═══ Material provided

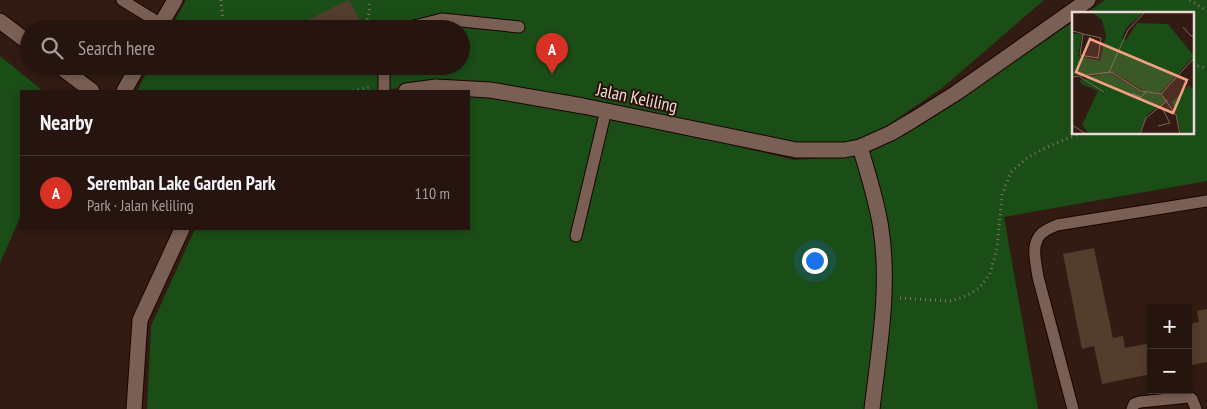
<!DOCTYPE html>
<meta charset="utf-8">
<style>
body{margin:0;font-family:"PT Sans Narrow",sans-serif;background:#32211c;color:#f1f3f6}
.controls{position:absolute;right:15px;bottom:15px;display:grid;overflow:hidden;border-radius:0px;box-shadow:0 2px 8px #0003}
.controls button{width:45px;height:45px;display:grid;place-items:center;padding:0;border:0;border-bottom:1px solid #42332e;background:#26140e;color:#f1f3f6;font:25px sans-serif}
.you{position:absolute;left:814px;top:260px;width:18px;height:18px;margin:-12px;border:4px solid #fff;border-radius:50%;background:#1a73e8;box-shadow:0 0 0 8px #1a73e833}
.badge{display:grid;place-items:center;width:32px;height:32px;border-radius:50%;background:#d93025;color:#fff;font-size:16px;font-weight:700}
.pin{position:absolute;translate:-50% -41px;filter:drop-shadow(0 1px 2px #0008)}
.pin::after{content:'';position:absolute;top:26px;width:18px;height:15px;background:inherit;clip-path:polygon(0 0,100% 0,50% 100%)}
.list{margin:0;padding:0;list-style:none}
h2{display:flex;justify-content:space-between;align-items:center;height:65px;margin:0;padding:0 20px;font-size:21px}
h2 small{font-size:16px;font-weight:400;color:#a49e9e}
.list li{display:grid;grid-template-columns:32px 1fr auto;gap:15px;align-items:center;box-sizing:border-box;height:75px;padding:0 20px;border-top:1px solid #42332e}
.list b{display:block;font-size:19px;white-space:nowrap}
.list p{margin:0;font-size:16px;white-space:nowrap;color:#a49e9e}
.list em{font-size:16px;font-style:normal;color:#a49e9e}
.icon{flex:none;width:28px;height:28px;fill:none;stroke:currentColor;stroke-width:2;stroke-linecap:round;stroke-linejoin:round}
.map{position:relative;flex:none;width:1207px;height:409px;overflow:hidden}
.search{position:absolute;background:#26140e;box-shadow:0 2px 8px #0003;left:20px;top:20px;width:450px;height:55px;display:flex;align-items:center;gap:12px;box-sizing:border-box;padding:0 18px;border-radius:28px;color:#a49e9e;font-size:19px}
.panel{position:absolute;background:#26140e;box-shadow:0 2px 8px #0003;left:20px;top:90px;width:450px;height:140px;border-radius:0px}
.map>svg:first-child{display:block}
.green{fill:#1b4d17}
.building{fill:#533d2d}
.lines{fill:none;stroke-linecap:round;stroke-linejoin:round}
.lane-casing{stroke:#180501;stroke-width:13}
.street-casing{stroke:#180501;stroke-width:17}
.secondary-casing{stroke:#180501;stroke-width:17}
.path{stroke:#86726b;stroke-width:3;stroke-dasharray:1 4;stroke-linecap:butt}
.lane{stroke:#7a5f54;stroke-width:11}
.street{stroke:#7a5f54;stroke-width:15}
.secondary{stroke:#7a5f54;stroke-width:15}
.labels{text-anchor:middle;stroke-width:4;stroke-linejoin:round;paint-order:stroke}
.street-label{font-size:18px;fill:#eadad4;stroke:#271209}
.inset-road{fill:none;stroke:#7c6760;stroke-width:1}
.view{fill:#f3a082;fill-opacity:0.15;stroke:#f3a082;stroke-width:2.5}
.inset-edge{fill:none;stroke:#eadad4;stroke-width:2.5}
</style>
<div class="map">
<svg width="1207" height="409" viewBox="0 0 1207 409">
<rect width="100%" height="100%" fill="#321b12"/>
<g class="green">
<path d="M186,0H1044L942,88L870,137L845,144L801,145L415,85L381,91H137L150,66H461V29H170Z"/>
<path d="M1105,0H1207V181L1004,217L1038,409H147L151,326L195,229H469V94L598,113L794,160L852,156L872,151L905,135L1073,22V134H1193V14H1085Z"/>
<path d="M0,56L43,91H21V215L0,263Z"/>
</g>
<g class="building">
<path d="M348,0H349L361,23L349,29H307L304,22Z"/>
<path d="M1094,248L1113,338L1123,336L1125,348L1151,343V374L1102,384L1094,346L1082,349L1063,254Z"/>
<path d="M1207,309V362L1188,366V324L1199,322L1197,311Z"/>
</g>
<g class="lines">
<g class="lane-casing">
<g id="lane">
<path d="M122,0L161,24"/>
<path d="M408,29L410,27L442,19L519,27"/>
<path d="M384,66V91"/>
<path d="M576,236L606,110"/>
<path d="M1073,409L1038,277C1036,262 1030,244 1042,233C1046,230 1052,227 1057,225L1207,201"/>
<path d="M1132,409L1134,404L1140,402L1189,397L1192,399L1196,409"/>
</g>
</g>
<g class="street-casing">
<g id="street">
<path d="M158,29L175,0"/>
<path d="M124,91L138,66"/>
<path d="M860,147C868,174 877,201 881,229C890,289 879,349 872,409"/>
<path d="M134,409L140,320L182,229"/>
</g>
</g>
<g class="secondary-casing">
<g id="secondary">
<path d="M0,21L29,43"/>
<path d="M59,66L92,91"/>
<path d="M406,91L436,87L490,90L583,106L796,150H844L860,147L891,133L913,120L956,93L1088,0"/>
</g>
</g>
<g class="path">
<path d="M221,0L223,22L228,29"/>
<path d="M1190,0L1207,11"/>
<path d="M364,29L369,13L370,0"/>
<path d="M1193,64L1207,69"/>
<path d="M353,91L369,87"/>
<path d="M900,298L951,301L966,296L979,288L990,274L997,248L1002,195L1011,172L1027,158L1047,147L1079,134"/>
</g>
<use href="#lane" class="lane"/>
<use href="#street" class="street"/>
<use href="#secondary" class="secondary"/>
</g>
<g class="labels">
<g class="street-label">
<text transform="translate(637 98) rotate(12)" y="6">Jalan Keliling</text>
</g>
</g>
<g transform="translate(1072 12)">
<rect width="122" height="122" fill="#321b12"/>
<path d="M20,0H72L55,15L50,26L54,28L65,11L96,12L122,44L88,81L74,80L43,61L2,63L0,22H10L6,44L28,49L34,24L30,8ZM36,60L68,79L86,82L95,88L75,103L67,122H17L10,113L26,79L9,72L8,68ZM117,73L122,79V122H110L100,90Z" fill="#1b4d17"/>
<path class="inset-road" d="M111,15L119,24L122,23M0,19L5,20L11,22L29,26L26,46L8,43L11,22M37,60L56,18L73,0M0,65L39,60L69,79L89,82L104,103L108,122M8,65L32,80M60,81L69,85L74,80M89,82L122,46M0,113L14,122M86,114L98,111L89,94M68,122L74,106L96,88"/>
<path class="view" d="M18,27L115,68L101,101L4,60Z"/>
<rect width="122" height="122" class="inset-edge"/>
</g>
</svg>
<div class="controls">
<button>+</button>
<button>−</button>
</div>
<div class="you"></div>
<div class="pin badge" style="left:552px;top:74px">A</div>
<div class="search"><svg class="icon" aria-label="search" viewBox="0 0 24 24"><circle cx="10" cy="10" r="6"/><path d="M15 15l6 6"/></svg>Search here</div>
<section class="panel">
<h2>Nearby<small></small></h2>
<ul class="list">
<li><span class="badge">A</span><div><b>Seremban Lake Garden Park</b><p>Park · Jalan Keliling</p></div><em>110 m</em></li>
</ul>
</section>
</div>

══════

**Exercise instructions:** Whenever the string "place" shows up in a line of the records, that line counts; state how many lines count, and only that.

**Response:** 2